▸ Exercise goal:
Some lines in the data below hold the string "import". Report how many, as a bare number.

▸ Raw data:
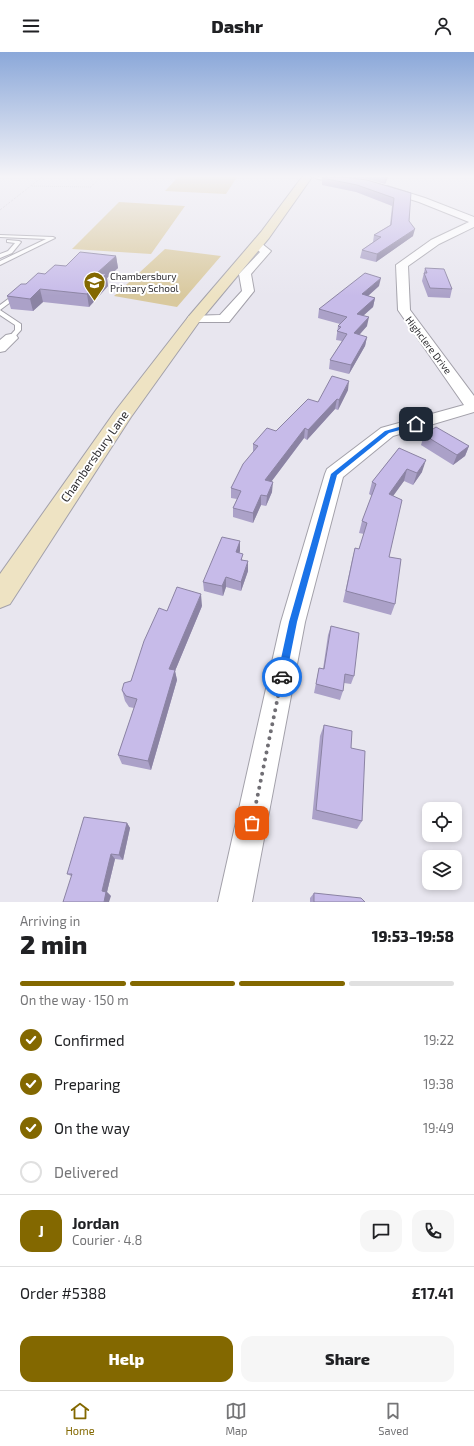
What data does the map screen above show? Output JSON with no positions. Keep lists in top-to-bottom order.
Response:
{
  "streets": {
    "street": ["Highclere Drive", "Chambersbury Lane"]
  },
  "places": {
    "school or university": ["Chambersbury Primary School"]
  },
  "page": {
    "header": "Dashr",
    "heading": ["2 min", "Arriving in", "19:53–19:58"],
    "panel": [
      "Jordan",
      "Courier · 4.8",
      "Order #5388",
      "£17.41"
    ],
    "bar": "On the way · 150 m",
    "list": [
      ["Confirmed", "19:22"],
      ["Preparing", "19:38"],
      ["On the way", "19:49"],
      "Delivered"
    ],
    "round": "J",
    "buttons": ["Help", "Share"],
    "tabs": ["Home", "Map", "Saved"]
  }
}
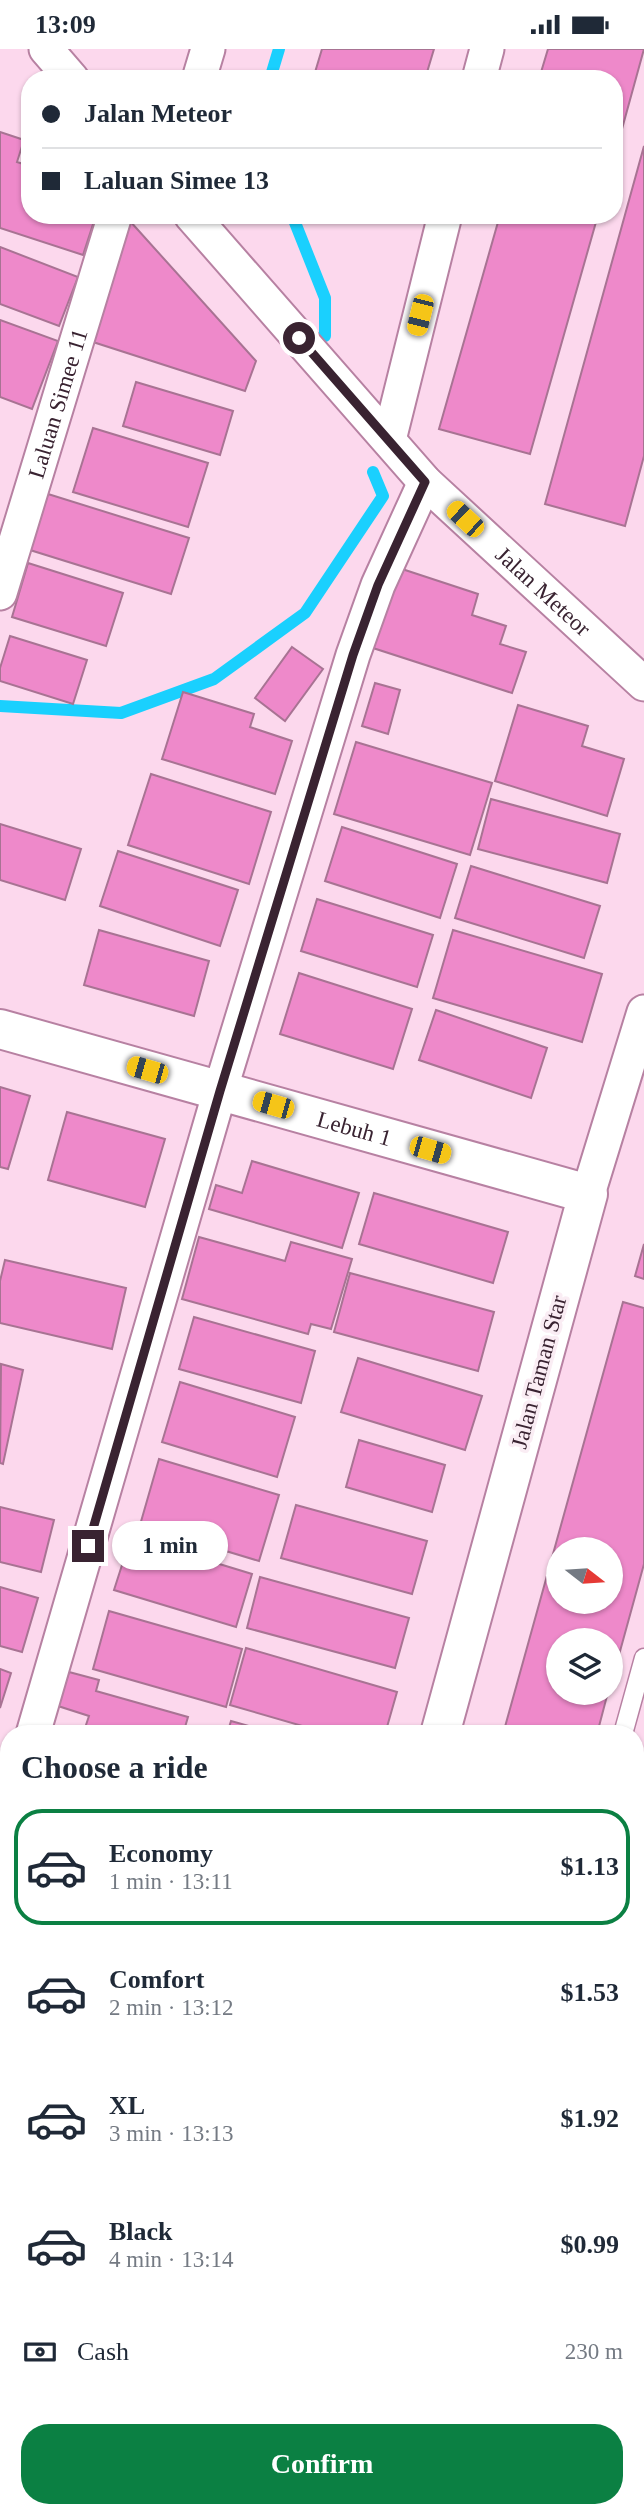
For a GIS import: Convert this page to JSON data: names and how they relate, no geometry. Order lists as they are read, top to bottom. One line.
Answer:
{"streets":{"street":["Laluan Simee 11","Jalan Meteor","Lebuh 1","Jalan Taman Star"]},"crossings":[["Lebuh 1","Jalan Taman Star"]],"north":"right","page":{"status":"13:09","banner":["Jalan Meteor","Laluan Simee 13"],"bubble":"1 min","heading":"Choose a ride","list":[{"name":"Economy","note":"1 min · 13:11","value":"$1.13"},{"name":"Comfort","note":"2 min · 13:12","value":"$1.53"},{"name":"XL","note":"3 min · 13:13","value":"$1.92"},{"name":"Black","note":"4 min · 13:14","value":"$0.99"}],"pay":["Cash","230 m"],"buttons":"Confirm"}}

==

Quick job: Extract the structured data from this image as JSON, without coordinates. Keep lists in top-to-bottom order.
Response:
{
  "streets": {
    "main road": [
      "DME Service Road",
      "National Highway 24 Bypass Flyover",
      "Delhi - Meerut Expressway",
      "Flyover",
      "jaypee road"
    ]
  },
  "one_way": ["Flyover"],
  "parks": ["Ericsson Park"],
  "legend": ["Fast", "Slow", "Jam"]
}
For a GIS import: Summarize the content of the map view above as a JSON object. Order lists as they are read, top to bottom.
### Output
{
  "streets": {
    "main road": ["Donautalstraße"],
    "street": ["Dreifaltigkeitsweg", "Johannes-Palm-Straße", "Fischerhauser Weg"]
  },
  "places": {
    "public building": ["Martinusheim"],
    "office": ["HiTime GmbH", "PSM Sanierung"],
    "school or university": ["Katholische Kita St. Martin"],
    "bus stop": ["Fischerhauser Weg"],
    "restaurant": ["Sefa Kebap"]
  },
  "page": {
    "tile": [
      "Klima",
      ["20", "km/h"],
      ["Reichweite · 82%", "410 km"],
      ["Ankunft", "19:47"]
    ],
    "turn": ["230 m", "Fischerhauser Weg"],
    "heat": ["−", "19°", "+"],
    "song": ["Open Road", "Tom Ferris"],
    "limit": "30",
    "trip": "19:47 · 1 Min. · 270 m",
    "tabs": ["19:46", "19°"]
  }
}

▸ Completed exercise:
2